Assume {v1, . . . , vn} is a basis of a vector space V , and T : V ------> W is an isomorphism where W is another vector spac

Degger [83]

Answer:

Step-by-step explanation:

To prove that $w_1,\dots w_n$ form a basis for W, we must check that this set is a set of linearly independent vector and it generates the whole space W. We are given that T is an isomorphism. That is, T is injective and surjective. A linear transformation is injective if and only if it maps the zero of the domain vector space to the codomain's zero and that is the only vector that is mapped to 0. Also, a linear transformation is surjective if for every vector w in W there exists v in V such that T(v) =w

Recall that the set $w_1,\dots w_n$ is linearly independent if and only if the equation

$\lambda_1w_1+\dots \lambda_n w_n=0$ implies that

$\lambda_1 = \cdots = \lambda_n$ .

Recall that $w_i = T(v_i)$ for i=1,...,n.

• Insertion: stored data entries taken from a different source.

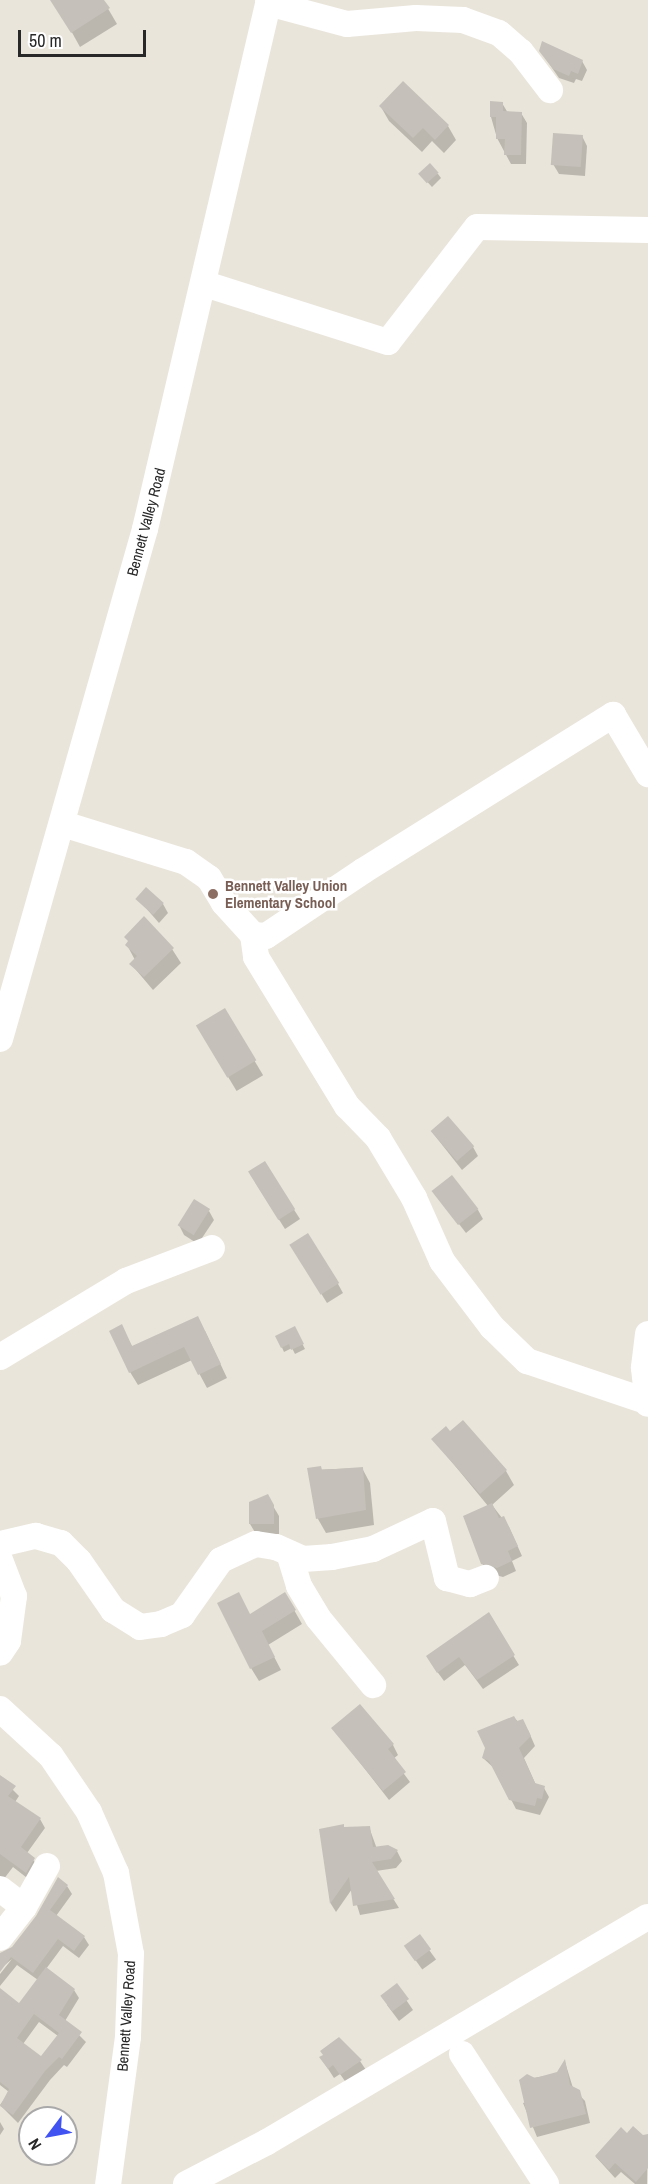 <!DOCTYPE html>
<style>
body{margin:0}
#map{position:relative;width:648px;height:2184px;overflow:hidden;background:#eae5db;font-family:"Archivo Narrow",sans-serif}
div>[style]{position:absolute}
.shadow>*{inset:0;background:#0003;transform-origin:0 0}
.building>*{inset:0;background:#c5c1ba;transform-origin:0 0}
.minor>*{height:26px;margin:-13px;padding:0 13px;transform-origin:13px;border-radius:13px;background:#fff}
.dots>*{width:16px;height:16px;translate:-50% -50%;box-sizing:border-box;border:3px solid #fff;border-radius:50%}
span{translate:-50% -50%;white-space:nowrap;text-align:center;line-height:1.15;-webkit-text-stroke:5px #fff;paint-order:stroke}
.street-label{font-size:15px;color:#282828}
.education-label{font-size:15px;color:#785e54;font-weight:700}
.left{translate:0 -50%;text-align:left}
.north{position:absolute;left:18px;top:2106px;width:60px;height:60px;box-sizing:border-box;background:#fff;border:2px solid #a9a9a9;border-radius:50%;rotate:238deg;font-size:16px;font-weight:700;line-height:24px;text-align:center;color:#282828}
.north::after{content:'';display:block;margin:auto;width:21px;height:27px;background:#4154f1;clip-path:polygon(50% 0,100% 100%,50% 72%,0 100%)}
.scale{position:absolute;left:18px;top:30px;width:128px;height:27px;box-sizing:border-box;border:3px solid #282828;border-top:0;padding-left:8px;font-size:18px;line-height:21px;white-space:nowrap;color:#282828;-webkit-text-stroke:4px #fff;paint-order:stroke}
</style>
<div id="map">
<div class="shadow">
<i style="clip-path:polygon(54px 0,103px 0,117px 24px,80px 47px)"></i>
<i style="clip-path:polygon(546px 59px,582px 61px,587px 70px,582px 81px,576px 79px,574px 83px,559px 78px)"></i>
<i style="clip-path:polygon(502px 103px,508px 113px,521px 113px,527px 123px,526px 164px,511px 164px,497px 138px,491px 117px)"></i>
<i style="clip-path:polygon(381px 107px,448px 126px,456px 140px,444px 153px,432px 141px,422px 152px,389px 121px)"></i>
<i style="clip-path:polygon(582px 136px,587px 146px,585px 176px,559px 174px,553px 164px)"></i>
<i style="clip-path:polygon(438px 174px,441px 178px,432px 187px,421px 175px)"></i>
<i style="clip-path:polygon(138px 899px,163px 904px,168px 913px,159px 923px)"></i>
<i style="clip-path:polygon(127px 945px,172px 949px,181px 963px,153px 990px,131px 964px,135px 960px)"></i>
<i style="left:224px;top:1010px;width:76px;height:31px;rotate:59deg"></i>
<i style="clip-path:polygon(432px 1132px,473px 1147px,478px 1156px,462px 1170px)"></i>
<i style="clip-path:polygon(264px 1163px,300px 1219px,285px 1229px,255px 1182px)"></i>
<i style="clip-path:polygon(434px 1192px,478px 1210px,483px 1219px,466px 1233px)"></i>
<i style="clip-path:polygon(209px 1211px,214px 1220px,198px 1244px,184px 1235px,179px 1225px)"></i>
<i style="clip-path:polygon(291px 1245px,338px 1284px,343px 1293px,327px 1303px)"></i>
<i style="clip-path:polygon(121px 1326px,133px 1348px,205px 1331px,227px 1378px,207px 1388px,192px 1360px,138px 1385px,130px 1372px)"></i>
<i style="clip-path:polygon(294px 1328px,305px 1349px,295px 1354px,292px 1348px,284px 1352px,277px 1336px)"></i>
<i style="clip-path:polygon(433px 1439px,506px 1471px,514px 1485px,492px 1505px,509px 1527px,522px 1556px,512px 1561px,516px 1571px,503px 1577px,488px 1573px,482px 1563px,488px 1506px)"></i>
<i style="clip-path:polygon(362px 1468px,370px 1483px,374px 1525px,326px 1533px,318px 1519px,309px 1470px)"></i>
<i style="clip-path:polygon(267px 1496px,279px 1516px,279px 1534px,256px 1534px,250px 1524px)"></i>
<i style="clip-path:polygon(285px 1594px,302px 1624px,268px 1645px,281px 1670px,259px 1681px,251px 1668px,250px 1616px)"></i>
<i style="clip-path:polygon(488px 1614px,519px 1665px,483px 1689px,465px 1665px,444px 1681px,433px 1666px)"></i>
<i style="clip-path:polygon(514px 1718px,528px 1730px,535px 1746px,524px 1758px,536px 1785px,544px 1788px,549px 1797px,540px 1815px,516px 1809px,496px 1770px,483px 1758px,487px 1748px,479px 1731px)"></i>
<i style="clip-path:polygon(333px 1728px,393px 1745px,398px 1755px,393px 1759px,410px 1782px,389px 1800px)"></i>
<i style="clip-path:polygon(0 1777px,19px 1796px,15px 1802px,40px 1819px,45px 1828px,27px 1853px,39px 1867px,31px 1881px,13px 1867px,0 1884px)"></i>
<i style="clip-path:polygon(343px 1826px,345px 1829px,369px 1827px,377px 1849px,397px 1851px,402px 1861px,396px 1868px,376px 1871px,399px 1908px,360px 1915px,352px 1889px,336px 1912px,331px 1904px,321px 1830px)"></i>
<i style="clip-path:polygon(evenodd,67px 1886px,72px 1894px,56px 1916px,84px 1937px,89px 1945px,79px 1958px,63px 1946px,46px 1969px,74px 1990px,79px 1998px,65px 2021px,86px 2042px,67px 2067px,64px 2065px,50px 2080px,18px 2123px,0 2105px,9px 2092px,0 2085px,0 1990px,19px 2005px,38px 1980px,17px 1965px,0 1986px,0 1974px,12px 1959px,0 1969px,0 1954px,13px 1948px,67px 1886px,39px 2022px,58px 2036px,42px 2058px,23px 2044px,39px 2022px)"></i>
<i style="left:419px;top:1936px;width:29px;height:17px;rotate:54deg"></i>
<i style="clip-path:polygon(396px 1985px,413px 2010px,399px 2021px,387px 2005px)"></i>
<i style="clip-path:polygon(321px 2058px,360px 2061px,366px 2070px,347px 2084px,340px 2074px,334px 2078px)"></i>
<i style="clip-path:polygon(565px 2062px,573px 2088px,585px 2101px,590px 2123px,537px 2137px,523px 2103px,526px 2102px,520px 2080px,558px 2074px)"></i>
<i style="clip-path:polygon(0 2122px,4px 2129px,0 2135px)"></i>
<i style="clip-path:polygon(627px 2135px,648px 2135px,647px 2184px,635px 2184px,621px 2172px,615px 2178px,596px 2157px)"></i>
</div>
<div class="building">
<i style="clip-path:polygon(50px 0,104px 0,110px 8px,71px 33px)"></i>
<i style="clip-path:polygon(542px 41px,583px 60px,578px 74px,571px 71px,569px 76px,553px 69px,539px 51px)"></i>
<i style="clip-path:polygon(403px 81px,449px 125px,435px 140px,423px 128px,413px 138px,379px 106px)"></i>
<i style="clip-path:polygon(490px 101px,503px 102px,503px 111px,522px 112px,521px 155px,504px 155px,505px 139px,496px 139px,496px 117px,490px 117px)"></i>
<i style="left:553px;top:133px;width:30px;height:32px;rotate:4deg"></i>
<i style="left:430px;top:163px;width:13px;height:16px;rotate:48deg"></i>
<i style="left:146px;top:887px;width:24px;height:16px;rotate:42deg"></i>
<i style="clip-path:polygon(144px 916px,174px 948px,144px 977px,129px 964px,137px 956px,125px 945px,128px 941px,124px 937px)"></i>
<i style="left:225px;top:1008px;width:61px;height:34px;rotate:59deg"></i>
<i style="left:448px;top:1116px;width:40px;height:23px;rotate:49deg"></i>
<i style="left:265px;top:1161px;width:57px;height:20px;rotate:58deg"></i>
<i style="left:452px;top:1175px;width:43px;height:26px;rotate:52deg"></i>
<i style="left:194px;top:1199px;width:19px;height:31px;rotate:32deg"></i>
<i style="left:308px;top:1233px;width:59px;height:22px;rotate:58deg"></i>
<i style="clip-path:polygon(198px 1316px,221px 1364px,198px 1375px,184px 1347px,129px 1373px,109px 1331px,122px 1324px,132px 1346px)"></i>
<i style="clip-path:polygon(295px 1326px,304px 1344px,291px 1350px,289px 1344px,281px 1348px,275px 1336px)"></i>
<i style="clip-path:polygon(463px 1420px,507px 1470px,480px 1494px,431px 1439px,446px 1426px,450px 1431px)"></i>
<i style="clip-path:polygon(321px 1466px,322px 1470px,363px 1467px,366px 1510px,316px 1519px,307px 1468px)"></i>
<i style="clip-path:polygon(268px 1494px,274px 1505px,274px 1524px,249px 1524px,249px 1502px)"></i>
<i style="clip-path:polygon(492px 1503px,499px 1518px,504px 1516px,518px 1546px,508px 1551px,512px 1561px,497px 1568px,481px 1564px,463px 1516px)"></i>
<i style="clip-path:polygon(239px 1592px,250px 1614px,285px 1592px,296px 1610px,262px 1631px,275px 1657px,250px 1669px,217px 1603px)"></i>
<i style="clip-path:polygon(489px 1612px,515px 1655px,477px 1680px,459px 1657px,437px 1673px,426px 1656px)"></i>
<i style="clip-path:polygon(360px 1704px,394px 1744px,388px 1749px,406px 1772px,383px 1791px,331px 1728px)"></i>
<i style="clip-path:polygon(514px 1716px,517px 1721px,523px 1719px,531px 1736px,519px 1748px,535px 1783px,545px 1786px,542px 1799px,537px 1798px,535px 1806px,509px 1800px,489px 1761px,482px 1758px,485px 1748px,477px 1731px)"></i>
<i style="clip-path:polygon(0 1775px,16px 1786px,8px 1796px,41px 1818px,21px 1847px,35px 1858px,26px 1873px,0 1854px)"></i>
<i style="clip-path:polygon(344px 1824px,344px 1827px,370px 1826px,373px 1847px,388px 1845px,398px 1850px,391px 1859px,372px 1862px,395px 1899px,353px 1906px,349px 1877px,330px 1904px,319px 1829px)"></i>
<i style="clip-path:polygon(58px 1877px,68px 1885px,50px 1910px,85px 1936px,74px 1951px,58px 1939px,33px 1973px,11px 1957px,0 1972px,0 1953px,12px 1947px,36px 1916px)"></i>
<i style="left:420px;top:1934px;width:19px;height:20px;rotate:54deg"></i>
<i style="clip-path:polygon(evenodd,46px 1967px,75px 1989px,59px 2015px,82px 2032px,62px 2059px,59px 2057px,45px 2071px,13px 2115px,0 2106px,9px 2089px,0 2082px,0 1988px,19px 2003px,46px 1967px,34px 2014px,59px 2033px,41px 2056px,17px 2038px,34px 2014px)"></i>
<i style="left:397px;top:1983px;width:20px;height:21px;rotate:53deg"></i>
<i style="clip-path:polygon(339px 2037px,362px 2060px,340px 2075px,333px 2065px,328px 2069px,319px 2057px,323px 2055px,320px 2051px)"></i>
<i style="clip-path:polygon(565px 2059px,570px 2085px,580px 2090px,586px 2114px,530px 2128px,519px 2080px,527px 2074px,535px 2078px,557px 2072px)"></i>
<i style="clip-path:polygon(633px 2126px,643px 2135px,648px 2134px,648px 2168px,636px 2182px,615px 2163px,609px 2170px,595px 2156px,621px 2127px,627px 2133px)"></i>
</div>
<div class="minor">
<i style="left:268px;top:3px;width:82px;rotate:14.9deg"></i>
<i style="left:347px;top:24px;width:69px;rotate:-5deg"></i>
<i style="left:416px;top:18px;width:47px;rotate:2.4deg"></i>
<i style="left:463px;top:20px;width:38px;rotate:20deg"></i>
<i style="left:499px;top:33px;width:29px;rotate:41deg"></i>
<i style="left:521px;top:52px;width:48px;rotate:52.7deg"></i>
<i style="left:205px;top:284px;width:192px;rotate:17.6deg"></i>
<i style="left:388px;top:342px;width:145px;rotate:-52.3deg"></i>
<i style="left:477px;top:227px;width:171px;rotate:1deg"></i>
<i style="left:63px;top:824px;width:129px;rotate:17.2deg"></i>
<i style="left:186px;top:862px;width:28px;rotate:35deg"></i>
<i style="left:209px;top:878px;width:29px;rotate:59deg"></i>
<i style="left:224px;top:903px;width:43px;rotate:47.8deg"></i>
<i style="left:253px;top:935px;width:13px;rotate:4deg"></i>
<i style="left:266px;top:936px;width:117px;rotate:-33.8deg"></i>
<i style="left:363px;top:871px;width:295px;rotate:-32deg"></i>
<i style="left:613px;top:715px;width:69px;rotate:59.3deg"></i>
<i style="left:253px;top:935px;width:22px;rotate:82deg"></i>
<i style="left:256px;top:957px;width:175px;rotate:58.6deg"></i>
<i style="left:347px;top:1106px;width:45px;rotate:45.9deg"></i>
<i style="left:378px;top:1138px;width:70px;rotate:59deg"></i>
<i style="left:414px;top:1198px;width:69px;rotate:66deg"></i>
<i style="left:442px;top:1261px;width:83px;rotate:52.9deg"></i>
<i style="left:492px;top:1327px;width:49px;rotate:44.2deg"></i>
<i style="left:527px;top:1361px;width:126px;rotate:18.6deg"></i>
<i style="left:0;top:1039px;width:530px;rotate:-74.13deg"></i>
<i style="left:145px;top:529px;width:543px;rotate:-76.81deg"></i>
<i style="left:648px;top:1334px;width:34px;rotate:97deg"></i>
<i style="left:644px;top:1368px;width:36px;rotate:84deg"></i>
<i style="left:0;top:1357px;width:147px;rotate:-31.1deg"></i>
<i style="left:126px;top:1281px;width:92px;rotate:-21deg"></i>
<i style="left:0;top:1544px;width:37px;rotate:-13deg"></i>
<i style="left:36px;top:1536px;width:26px;rotate:16deg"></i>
<i style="left:61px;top:1543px;width:25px;rotate:45deg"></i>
<i style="left:79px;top:1561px;width:60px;rotate:55.2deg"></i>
<i style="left:113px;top:1610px;width:32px;rotate:32deg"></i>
<i style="left:140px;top:1627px;width:21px;rotate:-8deg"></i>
<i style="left:161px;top:1624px;width:23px;rotate:-23deg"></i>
<i style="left:182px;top:1615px;width:67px;rotate:-54.7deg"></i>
<i style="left:221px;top:1560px;width:38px;rotate:-25deg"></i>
<i style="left:256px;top:1544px;width:20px;rotate:9deg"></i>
<i style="left:276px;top:1547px;width:30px;rotate:24deg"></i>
<i style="left:303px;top:1559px;width:29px;rotate:-4deg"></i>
<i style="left:332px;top:1557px;width:42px;rotate:-11deg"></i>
<i style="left:373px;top:1549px;width:66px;rotate:-25deg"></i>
<i style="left:433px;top:1521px;width:59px;rotate:76.2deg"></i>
<i style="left:447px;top:1578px;width:24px;rotate:15deg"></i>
<i style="left:470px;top:1584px;width:17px;rotate:-21deg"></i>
<i style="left:289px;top:1553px;width:34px;rotate:73deg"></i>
<i style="left:299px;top:1586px;width:37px;rotate:59deg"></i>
<i style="left:318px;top:1618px;width:87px;rotate:50.6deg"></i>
<i style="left:0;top:1560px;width:39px;rotate:69deg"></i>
<i style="left:14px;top:1596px;width:45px;rotate:97.6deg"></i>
<i style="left:8px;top:1641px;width:14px;rotate:124deg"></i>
<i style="left:0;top:1709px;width:69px;rotate:42.7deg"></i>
<i style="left:51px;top:1756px;width:68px;rotate:55.8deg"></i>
<i style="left:89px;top:1812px;width:67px;rotate:66.1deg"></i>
<i style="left:116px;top:1873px;width:82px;rotate:79.5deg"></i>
<i style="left:131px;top:1954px;width:83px;rotate:92.1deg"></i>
<i style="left:128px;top:2037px;width:148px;rotate:97.7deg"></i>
<i style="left:0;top:1889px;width:30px;rotate:37deg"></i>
<i style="left:24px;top:1907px;width:39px;rotate:128deg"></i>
<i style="left:24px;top:1907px;width:47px;rotate:-60.7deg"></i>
<i style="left:462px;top:2054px;width:155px;rotate:57.1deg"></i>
<i style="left:186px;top:2184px;width:91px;rotate:-27.4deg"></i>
<i style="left:267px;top:2142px;width:442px;rotate:-30.6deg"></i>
</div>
<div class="dots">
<i style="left:213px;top:894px;background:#8d6e63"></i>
</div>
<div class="street-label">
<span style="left:146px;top:522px;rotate:-75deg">Bennett Valley Road</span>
<span style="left:126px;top:2016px;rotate:-86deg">Bennett Valley Road</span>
</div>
<div class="education-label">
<span class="left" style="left:225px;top:894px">Bennett Valley Union<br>Elementary School</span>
</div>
<div class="north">N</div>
<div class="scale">50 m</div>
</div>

Consider $T^{-1}$ to be the inverse transformation of T. Consider the equation

$\lambda_1w_1+\dots \lambda_n w_n=0$

If we apply $T^{-1}$ to this equation, then, we get

$T^{-1}(\lambda_1w_1+\dots \lambda_n w_n) =T^{-1}(0) = 0$

Since T is linear, its inverse is also linear, hence

$T^{-1}(\lambda_1w_1+\dots \lambda_n w_n) = \lambda_1T^{-1}(w_1)+\dots + \lambda_nT^{-1}(w_n)=0$

which is equivalent to the equation

$\lambda_1v_1+\dots + \lambda_nv_n =0$

Since $v_1,\dots,v_n$ are linearly independt, this implies that $\lambda_1=\dots \lambda_n =0$ , so the set $\{w_1, \dots, w_n\}$ is linearly independent.

Now, we will prove that this set generates W. To do so, let w be a vector in W. We must prove that there exist $a_1, \dots a_n$ such that

$w = a_1w_1+\dots+a_nw_n$

Since T is surjective, there exists a vector v in V such that T(v) = w. Since $v_1,\dots, v_n$ is a basis of v, there exist $a_1,\dots a_n$ , such that

$a_1v_1+\dots a_nv_n=v$

Then, applying T on both sides, we have that

$T(a_1v_1+\dots a_nv_n)=a_1T(v_1)+\dots a_n T(v_n) = a_1w_1+\dots a_n w_n= T(v) =w$

which proves that $w_1,\dots w_n$ generate the whole space W. Hence, the set $\{w_1, \dots, w_n\}$ is a basis of W.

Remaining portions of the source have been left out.